Work task: For the material that follows, return exactly the lines from the one with "M 1431,521 L" through the one with "M 2162,597 L", both ends included.
····················
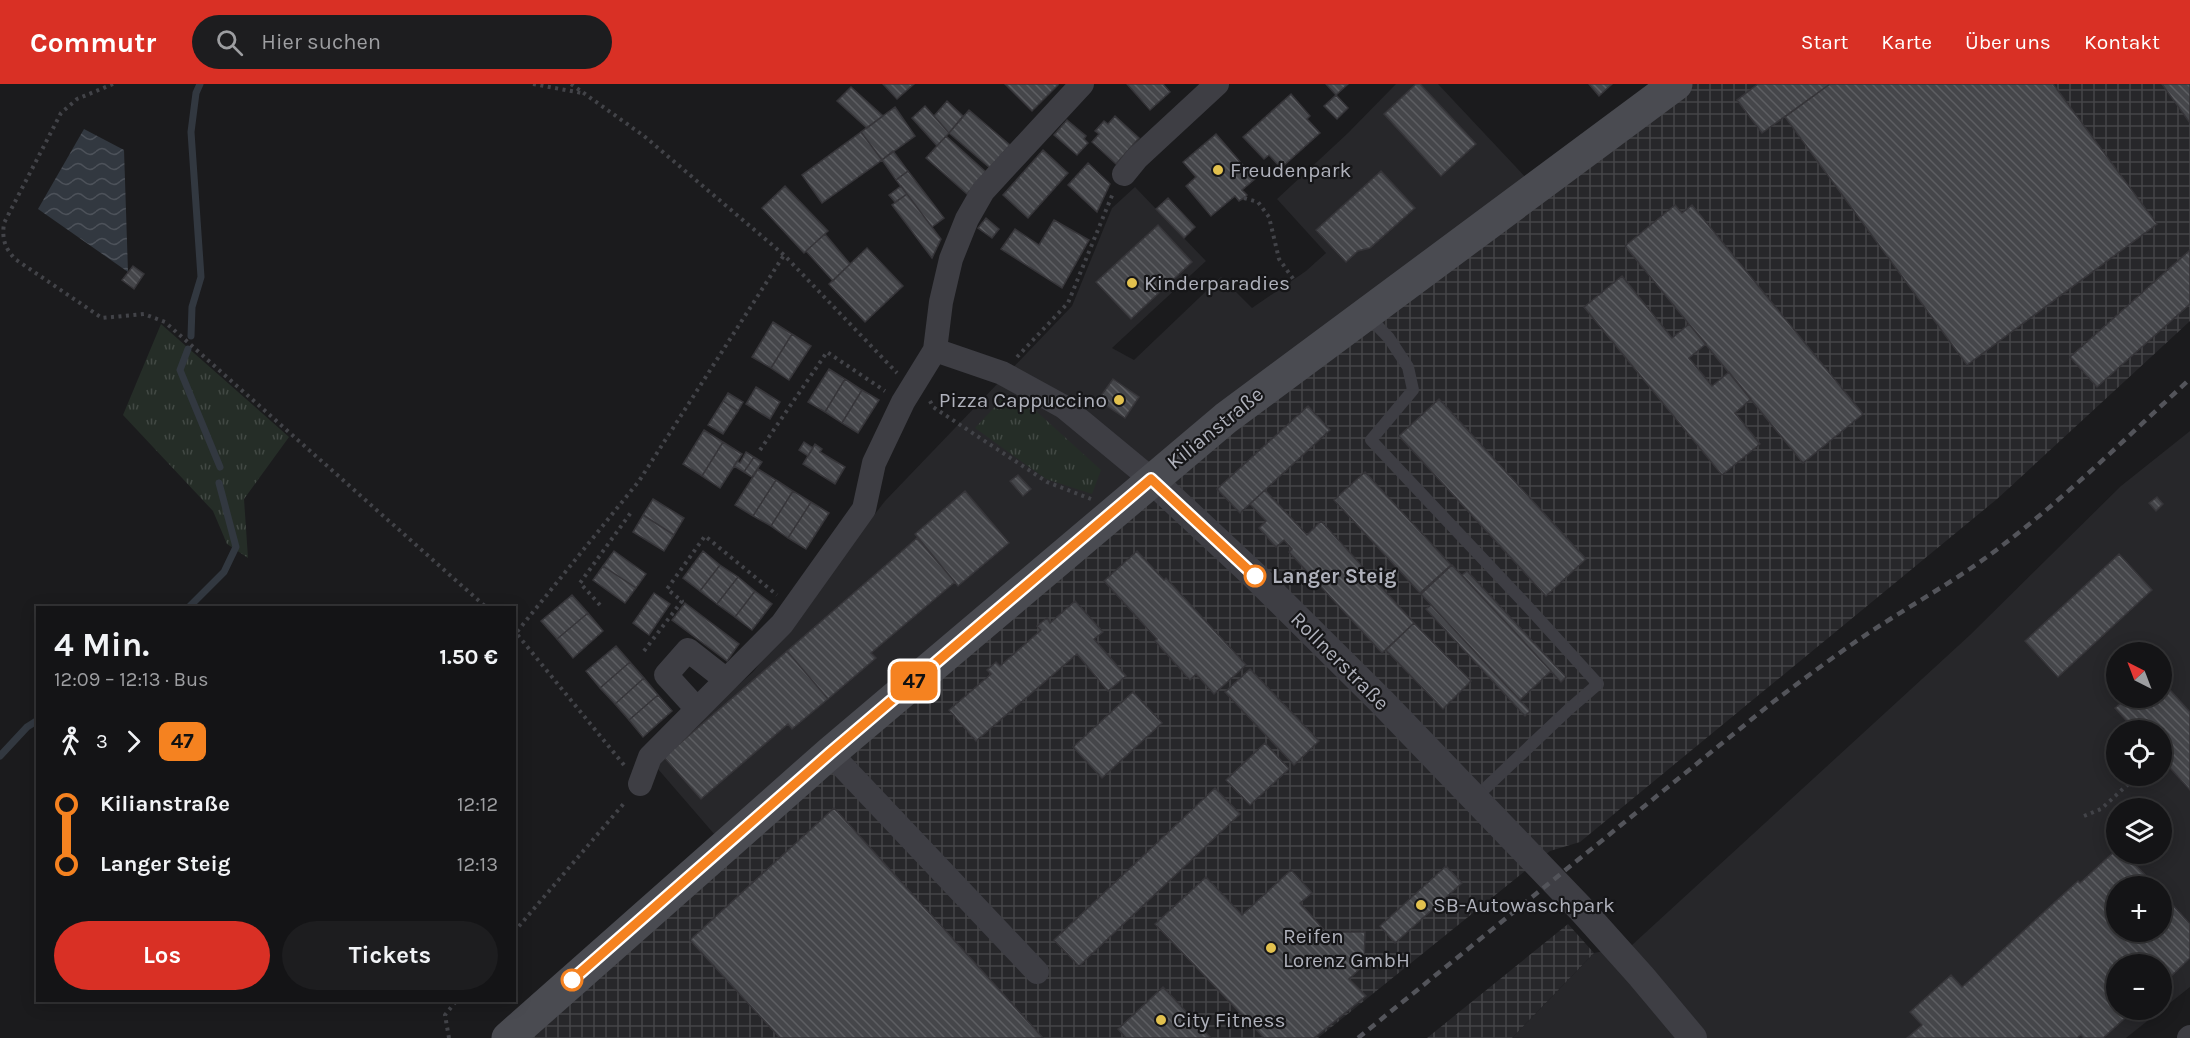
<!DOCTYPE html>
<html lang="de">
<head>
<meta charset="utf-8">
<style>
	:root { --surface:#141416; --page:#1d1d1f; --text:#f1f3f6; --muted:#9d9ea1; --line:#333335; --accent:#d93025 }
	body { margin:0; font-family:Karla,sans-serif; background:var(--page); color:var(--text); height:100vh; display:flex; flex-direction:column; font-size:22px; white-space:nowrap }
	* { box-sizing:border-box; margin:0 }
	p { font-size:20px; color:var(--muted) }
	.icon { flex:none; width:33px; height:33px; fill:none; stroke:currentColor; stroke-width:2; stroke-linecap:round; stroke-linejoin:round }
	.map { position:relative; flex:1; overflow:hidden }
	.panel { position:absolute; left:36px; top:522px; width:480px; height:396px; display:flex; flex-direction:column; background:var(--surface); border-radius:0px; box-shadow:0 3px 15px #0003,0 0 0 2px var(--line) }
	.panel>* { flex:none }
	.badge { padding:0 12px; border-radius:9px; font-size:21px; line-height:39px }
	.needle { width:39px; rotate:318deg }
	.fabs { position:absolute; left:2106px; top:558px; display:grid; gap:12px }
	.fabs a { display:grid; place-items:center; width:66px; height:66px; border-radius:50%; background:var(--surface); box-shadow:0 3px 15px #0003,0 0 0 2px var(--line); font-size:30px }
	.map>.badge { position:absolute; translate:-50% -50%; box-shadow:0 0 0 3px #fff }
	.legs { display:flex; align-items:center; gap:9px; height:66px; padding:0 18px; font-size:20px }
	.legs p { margin-inline-start:auto }
	.summary { display:flex; align-items:center; justify-content:space-between; height:102px; padding:0 18px }
	h1 { font-size:33px; font-weight:700; line-height:45px }
	.action { display:flex; gap:12px; margin-top:auto; padding:12px 18px }
	.action a { flex:1; height:69px; border-radius:36px; background:var(--accent); color:#fff; font-size:24px; font-weight:700; line-height:69px; text-align:center }
	.action a+a { background:var(--page); color:var(--text) }
	ul { padding:0 18px; list-style:none }
	li { display:flex; align-items:center; gap:21px; height:60px; font-size:22px }
	li i { display:grid; place-items:center; width:9px; height:100%; margin:0 8px; background:currentColor }
	li i::after { content:''; width:15px; height:15px; margin:-8px; border:4px solid; border-radius:50%; background:var(--surface) }
	li p { margin-inline-start:auto }
	li:first-child i { background:linear-gradient(#0000 50%,currentColor 0) }
	li:last-child i { background:linear-gradient(currentColor 50%,#0000 0) }
	header { display:flex; align-items:center; gap:36px; box-sizing:border-box; height:84px; padding:0 30px; background:var(--accent); color:#fff }
	header strong { font-size:28px }
	nav { display:flex; gap:33px; margin-inline-start:auto; font-size:21px }
	.search { width:420px; height:54px; background:var(--page); display:flex; align-items:center; gap:15px; box-sizing:border-box; padding:0 21px; border-radius:33px; color:var(--muted); font-size:22px }
	.map>svg:first-child { display:block }
</style>
</head>
<body>
<header>
<strong>Commutr</strong>
<div class="search"><svg class="icon" aria-label="search" viewBox="0 0 24 24"><circle cx="10" cy="10" r="6"/><path d="M15 15l6 6"/></svg>Hier suchen</div>
<nav><a>Start</a><a>Karte</a><a>Über uns</a><a>Kontakt</a></nav>
</header>
<div class="map">
<svg width="2190" height="954" viewBox="0 0 2190 954">
	<defs>
		<pattern id="industrial-grid" width="8" height="8" patternUnits="userSpaceOnUse" patternTransform="scale(1.5)"><rect width="8" height="8" fill="#27272a"/><path d="M0 4h8M4 0v8" fill="none" stroke="#444447"/></pattern>
		<pattern id="grass-tufts" width="24" height="20" patternUnits="userSpaceOnUse" patternTransform="scale(1.5)"><rect width="24" height="20" fill="#252d27"/><path d="M3 7l-1-3M5 7V3M7 7l1-3M15 17l-1-3M17 17v-4M19 17l1-3" fill="none" stroke="#424944"/></pattern>
		<pattern id="water-waves" width="16" height="10" patternUnits="userSpaceOnUse" patternTransform="scale(1.5)"><rect width="16" height="10" fill="#323840"/><path d="M0 5q4-4 8 0t8 0" fill="none" stroke="#4d525a"/></pattern>
		<pattern id="building-back-hatch" width="6" height="6" patternUnits="userSpaceOnUse" patternTransform="scale(1.5)"><rect width="6" height="6" fill="#45464a"/><path d="M-1 5l2 2M0 0l6 6M5-1l2 2" fill="none" stroke="#5d5e62"/></pattern>
	</defs>
	<rect width="100%" height="100%" fill="#1b1b1d"/>
	<path fill="#27272a" fill-rule="evenodd" d="M 1396,0 L 1438,0 L 1529,97 L 728,766 L 651,677 L 753,588 L 885,417 L 1072,222 L 1112,124 L 1135,103 L 1206,177 L 1112,264 L 1134,276 L 1221,193 L 1252,224 L 1306,187 L 1326,169 L 1277,115 L 1348,49 Z
		M 2190,347 L 2190,903 L 2126,954 L 1512,954 L 1594,869 L 1632,861 L 1970,551 L 2121,402 ZM 2116,568 L 2162,568 L 2162,614 L 2116,614 ZM 2116,646 L 2162,646 L 2162,692 L 2116,692 ZM 2116,724 L 2162,724 L 2162,770 L 2116,770 ZM 2116,802 L 2162,802 L 2162,848 L 2116,848 ZM 2116,880 L 2162,880 L 2162,926 L 2116,926 Z"/>
	<path fill="url(#industrial-grid)" d="M 1668,0 L 2190,0 L 2190,237 L 1997,415 L 1580,758 L 1550,767 L 1318,954 L 528,954 L 990,543 Z
		M 1568,840 L 1594,869 L 1512,954 L 1427,954 Z"/>
	<path fill="url(#grass-tufts)" d="M 161,240 L 289,353 L 244,415 L 248,474 L 227,460 L 213,427 L 123,331 Z
		M 1004,313 L 1036,327 L 1101,386 L 1092,410 L 1046,395 L 975,344 Z"/>
	<path fill="url(#water-waves)" d="M 84,45 L 124,66 L 128,188 L 38,125 Z"/>
	<g fill="none" stroke-linecap="round" stroke-linejoin="round">
		<path stroke="#323840" stroke-width="7" d="M 191,252 L 192,223 L 201,193 L 191,48 L 196,9 L 200,0
			M 188,265 L 180,286 L 220,383
			M 188,524 L 224,488 L 236,463 L 219,399
			M 0,672 L 27,643 L 38,636"/>
	</g>
	<path fill="url(#building-back-hatch)" stroke="#363539" stroke-width="1.5" d="M 883,0 L 914,0 L 897,15 Z
		M 1005,0 L 1058,0 L 1058,1 L 1032,27 Z
		M 1127,0 L 1163,0 L 1170,8 L 1150,26 Z
		M 1326,0 L 1348,0 L 1336,11 Z
		M 1416,0 L 1420,0 L 1476,60 L 1441,92 L 1384,30 Z
		M 1589,0 L 1612,0 L 1599,12 Z
		M 1758,0 L 1830,0 L 1762,49 L 1737,16 Z
		M 1830,0 L 2053,0 L 2157,140 L 1967,281 L 1785,33 Z
		M 2162,0 L 2190,0 L 2190,39 Z
		M 851,3 L 883,32 L 867,44 L 837,17 Z
		M 1291,10 L 1310,32 L 1307,35 L 1320,49 L 1281,84 L 1269,71 L 1264,75 L 1243,53 Z
		M 1336,11 L 1348,24 L 1337,35 L 1324,22 Z
		M 947,17 L 963,32 L 949,49 L 934,32 Z
		M 925,22 L 949,49 L 937,62 L 912,34 Z
		M 895,23 L 915,52 L 882,76 L 861,48 Z
		M 969,26 L 1010,61 L 990,84 L 949,49 Z
		M 1115,32 L 1139,54 L 1116,80 L 1092,58 L 1099,50 L 1095,47 L 1104,37 L 1108,40 Z
		M 1067,36 L 1086,52 L 1084,55 L 1088,59 L 1077,71 L 1054,51 Z
		M 861,48 L 882,76 L 822,119 L 802,91 Z
		M 1216,50 L 1255,95 L 1242,106 L 1247,111 L 1244,114 L 1239,117 L 1235,112 L 1211,132 L 1186,102 L 1196,93 L 1183,78 Z
		M 946,52 L 986,88 L 967,110 L 926,74 Z
		M 1043,66 L 1068,89 L 1028,134 L 1003,111 Z
		M 893,67 L 908,87 L 896,96 L 882,76 Z
		M 1088,79 L 1110,100 L 1097,128 L 1068,101 Z
		M 908,87 L 944,134 L 932,143 L 896,96 Z
		M 1381,87 L 1415,124 L 1370,164 L 1358,167 L 1346,178 L 1316,146 Z
		M 785,102 L 828,147 L 804,169 L 762,124 Z
		M 901,102 L 907,110 L 895,118 L 889,111 Z
		M 907,110 L 941,155 L 932,174 L 892,121 Z
		M 1168,114 L 1195,143 L 1184,154 L 1156,125 Z
		M 1675,121 L 1682,129 L 1692,121 L 1863,330 L 1803,379 L 1625,162 Z
		M 986,134 L 999,145 L 992,154 L 978,144 Z
		M 1054,136 L 1089,156 L 1062,204 L 1001,165 L 1015,145 L 1039,161 Z
		M 1158,141 L 1192,178 L 1131,235 L 1096,198 Z
		M 825,150 L 850,180 L 833,197 L 806,167 Z
		M 867,164 L 903,202 L 865,238 L 829,200 Z
		M 2190,166 L 2190,220 L 2097,303 L 2070,273 Z
		M 133,182 L 144,190 L 134,205 L 122,196 Z
		M 1622,192 L 1672,254 L 1689,240 L 1706,260 L 1689,274 L 1712,302 L 1729,288 L 1751,315 L 1735,329 L 1760,360 L 1722,391 L 1584,223 Z
		M 773,238 L 792,250 L 771,284 L 752,273 Z
		M 792,250 L 811,262 L 789,296 L 771,284 Z
		M 829,285 L 845,295 L 825,328 L 808,318 Z
		M 845,295 L 862,306 L 842,339 L 825,328 Z
		M 1113,295 L 1139,313 L 1125,334 L 1098,316 Z
		M 756,303 L 780,318 L 770,335 L 746,320 Z
		M 862,306 L 879,316 L 858,349 L 842,339 Z
		M 728,309 L 743,318 L 738,327 L 723,317 Z
		M 1439,315 L 1586,475 L 1546,512 L 1399,352 Z
		M 723,317 L 738,327 L 723,350 L 708,341 Z
		M 1308,322 L 1330,346 L 1240,429 L 1217,405 Z
		M 704,346 L 723,358 L 702,392 L 683,380 Z
		M 723,358 L 742,370 L 720,404 L 702,392 Z
		M 804,358 L 813,364 L 808,372 L 799,366 Z
		M 815,360 L 822,365 L 820,368 L 845,383 L 835,400 L 803,380 Z
		M 746,368 L 754,373 L 744,388 L 734,382 L 737,377 L 740,379 Z
		M 754,373 L 762,378 L 752,393 L 744,388 Z
		M 758,385 L 776,396 L 753,432 L 735,421 Z
		M 1365,388 L 1451,481 L 1420,509 L 1334,416 Z
		M 1018,391 L 1031,405 L 1023,412 L 1010,397 Z
		M 776,396 L 793,407 L 771,442 L 753,432 Z
		M 1265,406 L 1307,451 L 1321,437 L 1414,539 L 1382,569 L 1289,468 L 1292,465 L 1284,456 L 1276,463 L 1259,444 L 1266,437 L 1250,420 Z
		M 793,407 L 811,418 L 788,454 L 771,442 Z
		M 965,407 L 1009,459 L 958,502 L 915,450 Z
		M 2157,413 L 2163,420 L 2156,427 L 2149,419 Z
		M 653,415 L 684,434 L 674,451 L 643,431 Z
		M 811,418 L 829,429 L 806,465 L 788,454 Z
		M 643,431 L 674,451 L 664,467 L 633,448 Z
		M 917,454 L 955,498 L 871,569 L 876,574 L 828,615 L 787,567 Z
		M 614,467 L 646,490 L 636,504 L 603,482 Z
		M 703,467 L 720,481 L 700,507 L 683,494 Z
		M 1137,467 L 1164,496 L 1166,494 L 1246,581 L 1214,610 L 1196,590 L 1190,596 L 1155,557 L 1157,555 L 1104,497 Z
		M 2119,470 L 2152,506 L 2058,593 L 2025,557 Z
		M 720,481 L 738,493 L 717,520 L 700,507 Z
		M 1452,481 L 1551,587 L 1520,616 L 1421,510 Z
		M 603,482 L 636,504 L 625,519 L 593,496 Z
		M 1467,487 L 1566,593 L 1561,598 L 1462,491 Z
		M 738,493 L 755,507 L 735,533 L 717,520 Z
		M 755,507 L 772,520 L 752,546 L 735,533 Z
		M 654,509 L 670,520 L 649,551 L 633,539 Z
		M 572,511 L 588,529 L 557,555 L 541,537 Z
		M 1075,517 L 1103,548 L 1094,555 L 1126,592 L 1108,607 L 1077,570 L 976,657 L 949,626 L 991,590 L 987,586 L 996,578 L 1000,582 L 1041,546 L 1037,542 L 1047,534 L 1050,539 Z
		M 685,519 L 739,560 L 727,577 L 672,536 Z
		M 1431,521 L 1530,627 L 1525,632 L 1426,525 Z
		M 588,529 L 603,547 L 573,574 L 557,555 Z
		M 1414,539 L 1471,597 L 1443,625 L 1386,566 Z
		M 616,562 L 630,578 L 600,604 L 586,587 Z
		M 787,567 L 828,615 L 792,645 L 788,640 L 701,715 L 664,673 Z
		M 630,578 L 644,594 L 615,620 L 600,604 Z
		M 1250,585 L 1319,657 L 1294,681 L 1225,608 Z
		M 644,594 L 658,611 L 629,636 L 615,620 Z
		M 2162,597 L 2190,628 L 2190,706 L 2162,675 L 2162,646 L 2135,646 L 2115,624 L 2127,614 L 2162,614 Z
		M 1133,608 L 1162,639 L 1102,694 L 1073,663 Z
		M 658,611 L 672,627 L 643,653 L 629,636 Z
		M 1265,659 L 1289,685 L 1250,721 L 1226,696 Z
		M 1215,704 L 1240,730 L 1079,882 L 1054,856 Z
		M 834,724 L 1043,954 L 780,954 L 690,856 Z
		M 2116,766 L 2116,770 L 2125,770 L 2156,802 L 2116,802 L 2116,848 L 2162,848 L 2162,809 L 2190,840 L 2190,874 L 2162,901 L 2162,880 L 2116,880 L 2116,926 L 2134,926 L 2103,954 L 2084,954 L 2081,951 L 2077,954 L 1907,954 L 1922,941 L 1910,928 L 1951,891 L 1962,903 L 2078,797 L 2080,799 Z
		M 1446,782 L 1462,799 L 1395,859 L 1380,842 Z
		M 1291,786 L 1312,809 L 1300,819 L 1326,848 L 1365,848 L 1364,881 L 1349,895 L 1366,912 L 1314,954 L 1264,954 L 1155,840 L 1206,793 L 1242,831 Z
		M 1163,903 L 1211,954 L 1126,954 L 1118,945 Z"/>
	<g fill="none" stroke-linecap="round" stroke-linejoin="round">
		<path stroke="#424348" stroke-width="4" stroke-dasharray="3 4.5" stroke-linecap="butt" d="M 113,0 L 77,15 L 61,29 L 4,139 C 2,154 4,163 15,175 L 102,234 L 144,230 L 165,238 L 487,524
			M 533,0 L 582,9
			M 571,0 L 644,52 L 784,171 L 897,289
			M 1244,114 L 1258,118 L 1269,133 L 1279,175 L 1294,196
			M 1017,273 L 1068,219 L 1113,109
			M 930,317 L 933,323 L 1047,398 L 1091,415
			M 760,366 L 827,268 L 885,307
			M 600,521 L 580,499 L 632,427
			M 644,567 L 682,517 L 667,505 L 705,452 L 777,511
			M 624,681 L 516,549 L 639,397 L 784,171
			M 2084,732 L 2101,725 L 2136,693
			M 514,848 L 626,717
			M 449,954 L 445,931 L 457,916"/>
		<path stroke="#3e3e44" stroke-width="12" d="M 1367,231 L 1389,254 L 1408,283 L 1413,306 L 1371,356 L 1530,525 L 1598,600 L 1568,626 L 1475,714"/>
		<path stroke="#3e3e44" stroke-width="24" d="M 1124,90 L 1137,74 L 1217,0
			M 935,266 L 1002,289 L 1064,323 L 1151,395
			M 697,625 L 666,591 L 688,566 L 725,595
			M 830,669 L 1037,888
			M 640,700 L 650,673 L 782,540 L 864,425 L 874,379 L 903,318 L 935,266 L 941,218 L 951,175 L 967,135 L 983,107 L 1082,0
			M 2189,954 L 2190,953"/>
		<path stroke="#3e3e44" stroke-width="28" d="M 1151,395 L 1255,492 L 1383,619 L 1580,824 L 1641,892 L 1693,954"/>
		<path stroke="#4a4b51" stroke-width="33" d="M 508,954 L 830,669 L 1226,334 L 1676,0"/>
		<path stroke="#53545a" stroke-width="4.5" stroke-dasharray="8 6" stroke-linecap="butt" d="M 1358,954 L 1773,618 C 1809,591 1846,563 1884,539 C 1920,516 1957,495 1991,470 C 2062,417 2125,355 2190,295"/>
	</g>
	<g fill="none" stroke-linecap="round" stroke-linejoin="round">
		<defs>
			<path id="line-1" d="M 572,896 L 830,669 L 1151,395 L 1255,492"/>
		</defs>
		<use href="#line-1" stroke="#fff" stroke-width="14"/>
		<use href="#line-1" stroke="#f58220" stroke-width="9"/>
	</g>
	<g fill="#e2c14e" stroke="#161618" stroke-width="2">
		<circle cx="1218" cy="86" r="6"/>
		<circle cx="1132" cy="199" r="6"/>
		<circle cx="1119" cy="316" r="6"/>
		<circle cx="1421" cy="821" r="6"/>
		<circle cx="1271" cy="864" r="6"/>
		<circle cx="1161" cy="936" r="6"/>
	</g>
	<g fill="#fff" stroke="#f58220" stroke-width="3">
		<circle cx="1255" cy="492" r="10"/>
		<circle cx="572" cy="896" r="10"/>
	</g>
	<g text-anchor="middle" stroke-width="4.5" stroke-linejoin="round" paint-order="stroke">
		<g font-size="21" fill="#afb1bb" stroke="#161618" text-anchor="start">
			<text x="1230" y="93">Freudenpark</text>
			<text x="1144" y="206">Kinderparadies</text>
			<text x="1107" y="323" text-anchor="end">Pizza Cappuccino</text>
			<text x="1433" y="828">SB-Autowaschpark</text>
			<text x="1283" y="859">Reifen<tspan x="1283" dy="24">Lorenz GmbH</tspan></text>
			<text x="1173" y="943">City Fitness</text>
		</g>
		<g font-size="21" fill="#afb1bb" stroke="#161618">
			<text transform="translate(1215 344) rotate(-39)" y="7">Kilianstraße</text>
			<text transform="translate(1340 577) rotate(45)" y="7">Rollnerstraße</text>
		</g>
		<g font-size="21" font-weight="bold" fill="#afb1bb" stroke="#161618" text-anchor="start">
			<text x="1272" y="499">Langer Steig</text>
		</g>
	</g>
</svg>
<div class="fabs">
<a><svg class="needle" viewBox="-14 -14 28 28"><path d="M0-13l5 13h-10z" fill="#e53935"/><path d="M0 13l5-13h-10z" fill="#9d9ea1"/></svg></a>
<a><svg class="icon" aria-label="locate" viewBox="0 0 24 24"><circle cx="12" cy="12" r="6"/><path d="M12 2v4M12 18v4M2 12h4M18 12h4"/></svg></a>
<a><svg class="icon" aria-label="layers" viewBox="0 0 24 24"><path d="M12 4l9 5-9 5-9-5zM3 14l9 5 9-5"/></svg></a>
<a>+</a>
<a>−</a>
</div>
<b class="badge" style="left:914px;top:597px;background:#f58220;color:#111">47</b>
<section class="panel">
<div class="summary"><div><h1>4 Min.</h1><p>12:09 – 12:13 · Bus</p></div><b>1.50 €</b></div>
<div class="legs"><svg class="icon" aria-label="walk" viewBox="0 0 24 24"><circle cx="13" cy="4" r="2"/><path d="M13 8l-2 6 4 7M11 14l-3 7M7 12l3-4h3l4 4"/></svg>3<svg class="icon" aria-label="forward" viewBox="0 0 24 24"><path d="M9 5l7 7-7 7"/></svg><b class="badge" style="background:#f58220;color:#111">47</b></div>
<ul>
<li><i style="color:#f58220"></i><b>Kilianstraße</b><p>12:12</p></li>
<li><i style="color:#f58220"></i><b>Langer Steig</b><p>12:13</p></li>
</ul>
<div class="action"><a>Los</a><a>Tickets</a></div>
</section>
</div>
</body>
</html>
····················
Solution:
		M 1431,521 L 1530,627 L 1525,632 L 1426,525 Z
		M 588,529 L 603,547 L 573,574 L 557,555 Z
		M 1414,539 L 1471,597 L 1443,625 L 1386,566 Z
		M 616,562 L 630,578 L 600,604 L 586,587 Z
		M 787,567 L 828,615 L 792,645 L 788,640 L 701,715 L 664,673 Z
		M 630,578 L 644,594 L 615,620 L 600,604 Z
		M 1250,585 L 1319,657 L 1294,681 L 1225,608 Z
		M 644,594 L 658,611 L 629,636 L 615,620 Z
		M 2162,597 L 2190,628 L 2190,706 L 2162,675 L 2162,646 L 2135,646 L 2115,624 L 2127,614 L 2162,614 Z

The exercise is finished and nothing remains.